|12 Months Ended|
Dec. 31, 2016
12. Employment Agreement
On September 30, 2016, the Company entered into an employment agreement (the “Employment Agreement”) with Katherine Butkevich, the Company’s former Chief Executive Officer. The Employment Agreement provides for an initial term of two years, and is subject to extension upon agreement of the Company and Ms. Butkevich unless either party provides advance written notice of its or her intention not to extend. Under the Employment Agreement, Ms. Butkevich will receive an annual base salary of $300,000, subject to increase, but not decrease, in the sole discretion of the Company’s Board of Directors (the “Board”) or the Compensation Committee of the Board (the “Compensation Committee”). Ms. Butkevich will be eligible to receive an annual incentive bonus, at a target amount of not less than her base salary, based upon the achievement of one or more performance goals, targets, measurements and other factors, established for such year by the Compensation Committee. Ms. Butkevich will also participate in all benefit plans and programs, subject to certain conditions and exceptions, as are generally provided by the Company to its other senior executive employees.
Under the terms of Employment Agreement, Ms. Butkevich is subject to non-solicitation, non-competition and non-interference restrictive covenants during her employment and for the 12-month period following her last day of employment with the Company. The Employment Agreement also contains customary confidentiality, work product and return of Company property covenants.

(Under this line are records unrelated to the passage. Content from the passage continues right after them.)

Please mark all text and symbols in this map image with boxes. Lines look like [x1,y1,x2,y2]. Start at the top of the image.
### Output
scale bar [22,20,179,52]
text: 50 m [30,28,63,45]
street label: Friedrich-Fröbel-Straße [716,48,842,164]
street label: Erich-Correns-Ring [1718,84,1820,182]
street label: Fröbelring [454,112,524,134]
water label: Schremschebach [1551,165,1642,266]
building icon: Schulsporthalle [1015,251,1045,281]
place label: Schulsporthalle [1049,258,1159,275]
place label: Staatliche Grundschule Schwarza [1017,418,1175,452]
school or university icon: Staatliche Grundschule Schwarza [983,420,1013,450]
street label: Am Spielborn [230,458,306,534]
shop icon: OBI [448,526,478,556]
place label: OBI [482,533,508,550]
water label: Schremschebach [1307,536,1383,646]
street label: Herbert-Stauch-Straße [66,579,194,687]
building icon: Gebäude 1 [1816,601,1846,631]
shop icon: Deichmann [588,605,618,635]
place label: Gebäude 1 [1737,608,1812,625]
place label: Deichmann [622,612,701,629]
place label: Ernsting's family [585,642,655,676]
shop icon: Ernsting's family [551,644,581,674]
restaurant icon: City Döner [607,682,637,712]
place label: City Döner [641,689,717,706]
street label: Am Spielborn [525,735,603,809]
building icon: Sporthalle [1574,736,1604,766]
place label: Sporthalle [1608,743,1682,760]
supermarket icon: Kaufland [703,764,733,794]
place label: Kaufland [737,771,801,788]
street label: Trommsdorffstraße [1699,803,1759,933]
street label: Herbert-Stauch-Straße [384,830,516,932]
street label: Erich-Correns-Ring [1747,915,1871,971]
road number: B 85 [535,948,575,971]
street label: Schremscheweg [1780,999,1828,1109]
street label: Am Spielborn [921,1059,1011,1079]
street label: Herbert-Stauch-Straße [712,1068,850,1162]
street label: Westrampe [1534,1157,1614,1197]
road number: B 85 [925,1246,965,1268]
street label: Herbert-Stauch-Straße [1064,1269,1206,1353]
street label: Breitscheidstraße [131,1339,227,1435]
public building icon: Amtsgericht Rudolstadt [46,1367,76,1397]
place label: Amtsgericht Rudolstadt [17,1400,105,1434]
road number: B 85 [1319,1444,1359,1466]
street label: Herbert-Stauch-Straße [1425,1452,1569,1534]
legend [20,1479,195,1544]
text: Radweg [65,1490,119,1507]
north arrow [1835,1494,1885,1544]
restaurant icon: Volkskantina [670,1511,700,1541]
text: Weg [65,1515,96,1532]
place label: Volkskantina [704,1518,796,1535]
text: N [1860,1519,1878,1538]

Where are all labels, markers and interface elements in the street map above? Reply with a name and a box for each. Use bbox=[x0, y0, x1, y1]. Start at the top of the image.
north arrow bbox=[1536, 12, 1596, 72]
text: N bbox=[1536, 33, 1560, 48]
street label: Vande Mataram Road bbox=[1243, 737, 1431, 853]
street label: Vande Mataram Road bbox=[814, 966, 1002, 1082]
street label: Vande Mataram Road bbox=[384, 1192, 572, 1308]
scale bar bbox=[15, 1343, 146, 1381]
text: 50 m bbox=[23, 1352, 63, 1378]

In addition, Ms. Butkevich is entitled to severance pay if she is terminated without “cause” or resigns for “good reason,” each as defined in the Employment Agreement. Upon such termination, provided that she executes a release and waiver agreement, Ms. Butkevich will be entitled to receive an amount equal to the sum of her base salary, any earned but unpaid bonus for the year prior to the year of termination, and the pro rata portion of any bonus earned for the year in which termination occurs, as well as continuation of applicable benefits for a period of 12 months following her termination.
In connection with the approval of the Employment Agreement, Ms. Butkevich also received a non-qualified stock option to purchase 57,500 shares of the Company’s common stock at an exercise price of $8.19 per share. The option will vest in accordance with the following schedule: (i) 1/3 of the shares underlying the option will vest immediately upon award, (ii) 1/3 of the shares underlying the option will vest on March 31, 2017, and (iii) 1/3 of the shares underlying the option will vest on March 31, 2018.
On December 22, 2016, the Company appointed Maoji (Michael) Wang to the position of Chief Executive Officer and Ms. Butkevich became the Company’s Chief Executive Officer of NAPW.